Now, to use this in a controller, for example, where you previous would have done something such as:
- (void)viewDidLoad
{
self.users = [MySingleton getUsers];
[self.view setNeedsDisplay];
}
You would do something like this:
- (void)viewDidLoad
{
if(self.repository == nil) { // just some simple lazy loading, we only need one repository instance
self.repository = [[[RecipeRepository alloc] initWithDelegate:self] autorelease];
}
[self.repository findAllRecipes];
}
- (void)repository:(id)repository didRetrieveEntityCollection:(NSArray *)collection;
{
self.users = collection;
[self.view setNeedsDisplay];
}
You could even extend this further to display some kind of "loading" notice with an additional delegate method:
#protocol RepositoryDelegateProtocol
- (void)repositoryWillLoadEntities:(id)repository;
#end
// in your controller
- (void)repositoryWillLoadEntities:(id)repository;
{
[self showLoadingView]; // etc.
}
Another thing about this design is that your repository classes really don't need to be singletons - they can be instantiated wherever you need them.
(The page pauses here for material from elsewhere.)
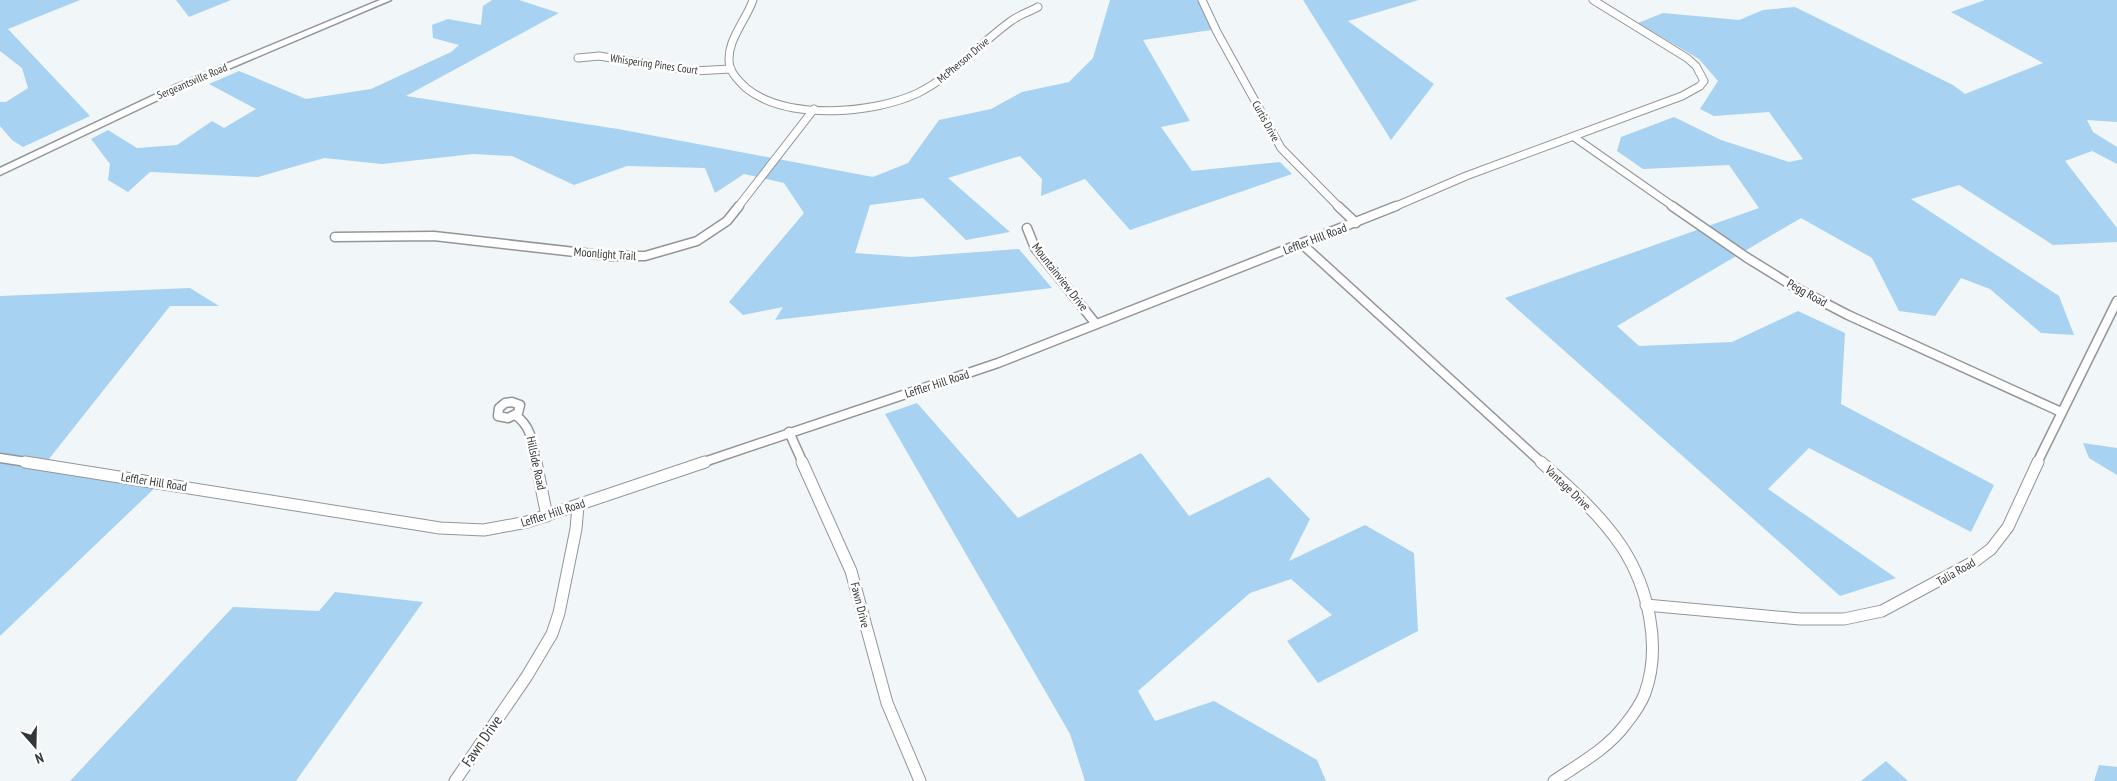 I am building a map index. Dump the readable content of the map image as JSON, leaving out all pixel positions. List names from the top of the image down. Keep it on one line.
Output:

They may deal with some kind of singleton connection manager but at this layer of abstraction a singleton is unnecessary (and its always good to avoid singletons where possible).
There is a downside to this approach; you may find you need layers of delegation at each level. For instance, your repositories may interact with some kind of connection object which does the actual asynchronous data loading; the repository might interact with the connection object using it's own delegation protocol.
As a result you might find you have to "bubble up" these delegation events throughout the different layers of your application using delegates that get more and more coarse-grained as they get closer to your application-level code. This can create a layer of indirection that can make your code harder to follow.
Anyway, this is my first answer on SO, I hope its been helpful.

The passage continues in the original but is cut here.